Top of SOURCE MATERIAL

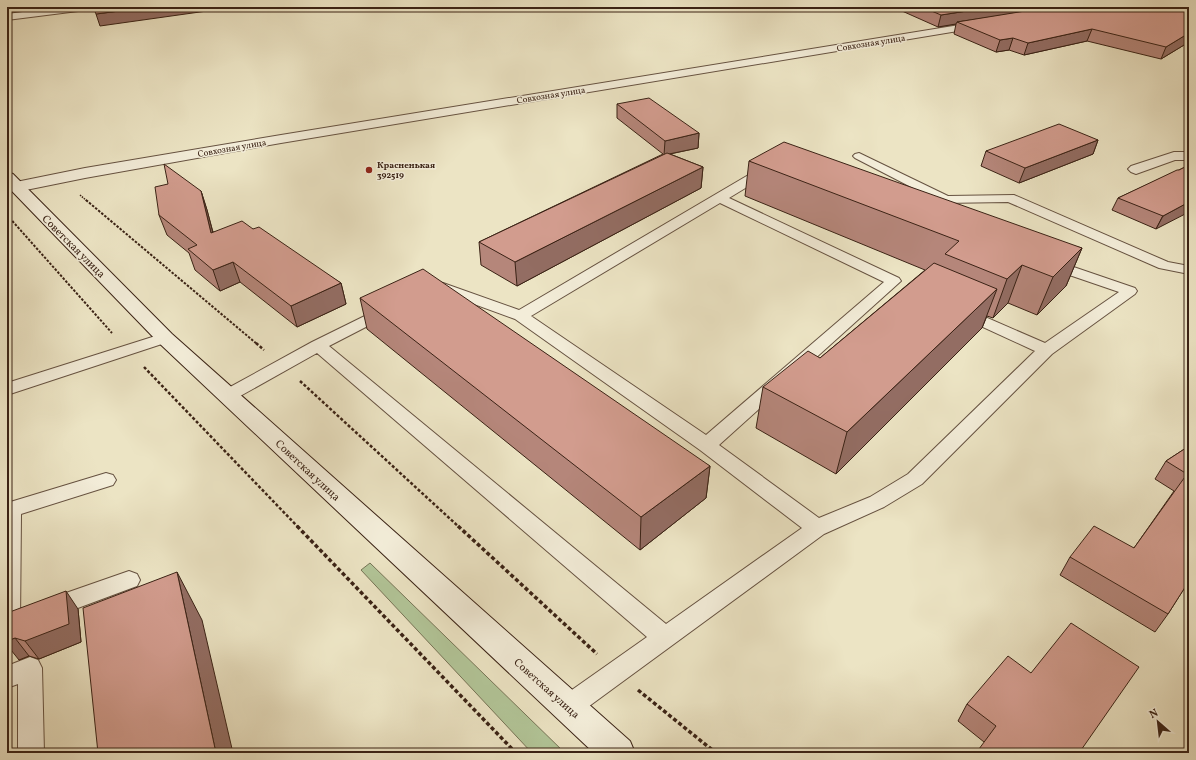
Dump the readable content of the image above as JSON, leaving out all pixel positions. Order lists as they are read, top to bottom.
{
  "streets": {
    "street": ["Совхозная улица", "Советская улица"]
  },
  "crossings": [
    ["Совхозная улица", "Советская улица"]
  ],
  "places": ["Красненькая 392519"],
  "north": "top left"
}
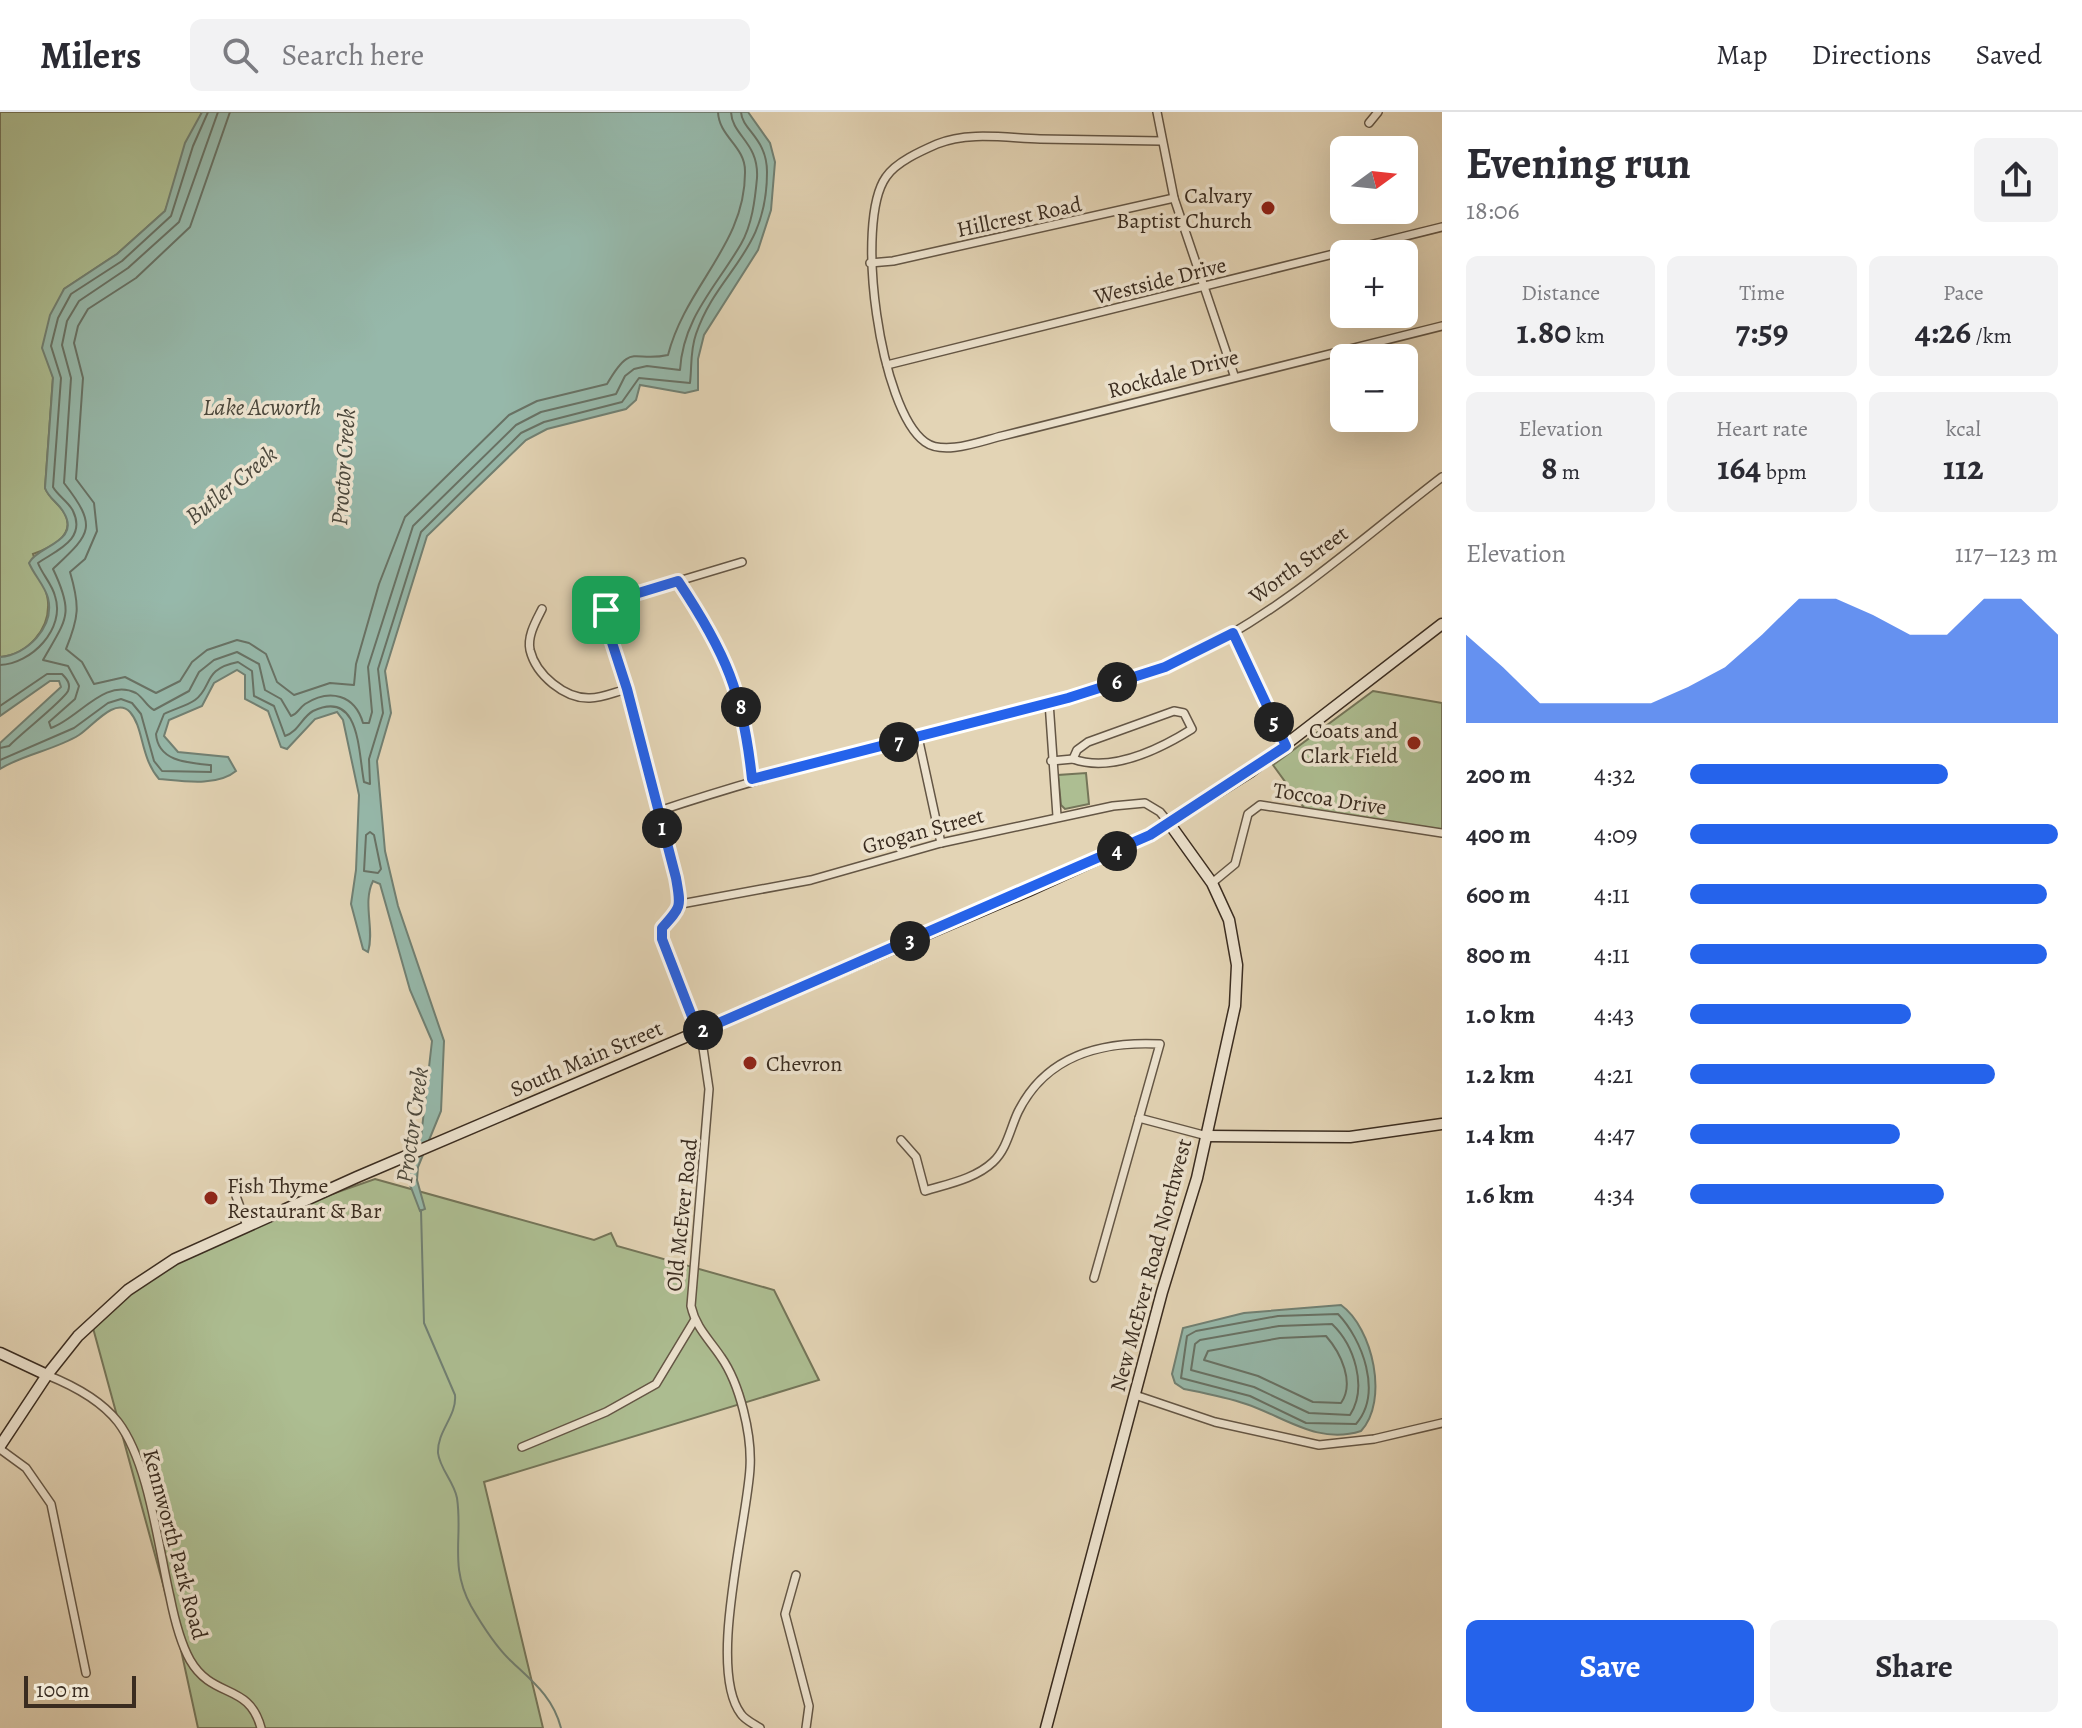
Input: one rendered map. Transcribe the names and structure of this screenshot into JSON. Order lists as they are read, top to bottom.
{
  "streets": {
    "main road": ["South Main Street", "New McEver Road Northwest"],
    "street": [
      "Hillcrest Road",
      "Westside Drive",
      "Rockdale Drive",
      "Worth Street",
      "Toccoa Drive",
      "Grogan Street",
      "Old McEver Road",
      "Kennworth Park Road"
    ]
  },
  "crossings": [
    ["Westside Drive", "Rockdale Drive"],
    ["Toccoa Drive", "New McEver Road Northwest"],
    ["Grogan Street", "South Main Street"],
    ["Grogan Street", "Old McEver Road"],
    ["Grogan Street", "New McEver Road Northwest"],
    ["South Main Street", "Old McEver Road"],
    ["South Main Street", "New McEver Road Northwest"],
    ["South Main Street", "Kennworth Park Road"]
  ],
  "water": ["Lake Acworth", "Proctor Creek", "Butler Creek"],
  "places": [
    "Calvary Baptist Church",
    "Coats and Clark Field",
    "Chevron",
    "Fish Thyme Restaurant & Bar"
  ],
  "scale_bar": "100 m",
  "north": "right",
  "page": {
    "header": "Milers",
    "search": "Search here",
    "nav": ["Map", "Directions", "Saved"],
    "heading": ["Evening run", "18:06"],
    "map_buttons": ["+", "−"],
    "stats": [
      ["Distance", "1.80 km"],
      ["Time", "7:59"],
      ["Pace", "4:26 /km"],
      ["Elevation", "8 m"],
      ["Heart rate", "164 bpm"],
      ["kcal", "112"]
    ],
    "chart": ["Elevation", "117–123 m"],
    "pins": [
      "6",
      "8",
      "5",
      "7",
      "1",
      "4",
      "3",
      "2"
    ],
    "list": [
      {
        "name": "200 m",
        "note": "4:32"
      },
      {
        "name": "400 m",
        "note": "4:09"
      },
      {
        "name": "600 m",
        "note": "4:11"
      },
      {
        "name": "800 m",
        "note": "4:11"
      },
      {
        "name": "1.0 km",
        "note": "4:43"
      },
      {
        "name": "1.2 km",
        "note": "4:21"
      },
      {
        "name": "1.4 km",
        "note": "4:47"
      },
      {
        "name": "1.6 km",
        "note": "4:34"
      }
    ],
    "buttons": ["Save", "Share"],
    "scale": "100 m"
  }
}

Bottom of SOURCE MATERIAL

For every entry above, write it out exactly and remove any image.

# SOLUTION FOR THIS TASK
Dump the readable content of the image above as JSON, leaving out all pixel positions. Order lists as they are read, top to bottom.
{
  "streets": {
    "street": ["Совхозная улица", "Советская улица"]
  },
  "crossings": [
    ["Совхозная улица", "Советская улица"]
  ],
  "places": ["Красненькая 392519"],
  "north": "top left"
}
Input: one rendered map. Transcribe the names and structure of this screenshot into JSON. Order lists as they are read, top to bottom.
{
  "streets": {
    "main road": ["South Main Street", "New McEver Road Northwest"],
    "street": [
      "Hillcrest Road",
      "Westside Drive",
      "Rockdale Drive",
      "Worth Street",
      "Toccoa Drive",
      "Grogan Street",
      "Old McEver Road",
      "Kennworth Park Road"
    ]
  },
  "crossings": [
    ["Westside Drive", "Rockdale Drive"],
    ["Toccoa Drive", "New McEver Road Northwest"],
    ["Grogan Street", "South Main Street"],
    ["Grogan Street", "Old McEver Road"],
    ["Grogan Street", "New McEver Road Northwest"],
    ["South Main Street", "Old McEver Road"],
    ["South Main Street", "New McEver Road Northwest"],
    ["South Main Street", "Kennworth Park Road"]
  ],
  "water": ["Lake Acworth", "Proctor Creek", "Butler Creek"],
  "places": [
    "Calvary Baptist Church",
    "Coats and Clark Field",
    "Chevron",
    "Fish Thyme Restaurant & Bar"
  ],
  "scale_bar": "100 m",
  "north": "right",
  "page": {
    "header": "Milers",
    "search": "Search here",
    "nav": ["Map", "Directions", "Saved"],
    "heading": ["Evening run", "18:06"],
    "map_buttons": ["+", "−"],
    "stats": [
      ["Distance", "1.80 km"],
      ["Time", "7:59"],
      ["Pace", "4:26 /km"],
      ["Elevation", "8 m"],
      ["Heart rate", "164 bpm"],
      ["kcal", "112"]
    ],
    "chart": ["Elevation", "117–123 m"],
    "pins": [
      "6",
      "8",
      "5",
      "7",
      "1",
      "4",
      "3",
      "2"
    ],
    "list": [
      {
        "name": "200 m",
        "note": "4:32"
      },
      {
        "name": "400 m",
        "note": "4:09"
      },
      {
        "name": "600 m",
        "note": "4:11"
      },
      {
        "name": "800 m",
        "note": "4:11"
      },
      {
        "name": "1.0 km",
        "note": "4:43"
      },
      {
        "name": "1.2 km",
        "note": "4:21"
      },
      {
        "name": "1.4 km",
        "note": "4:47"
      },
      {
        "name": "1.6 km",
        "note": "4:34"
      }
    ],
    "buttons": ["Save", "Share"],
    "scale": "100 m"
  }
}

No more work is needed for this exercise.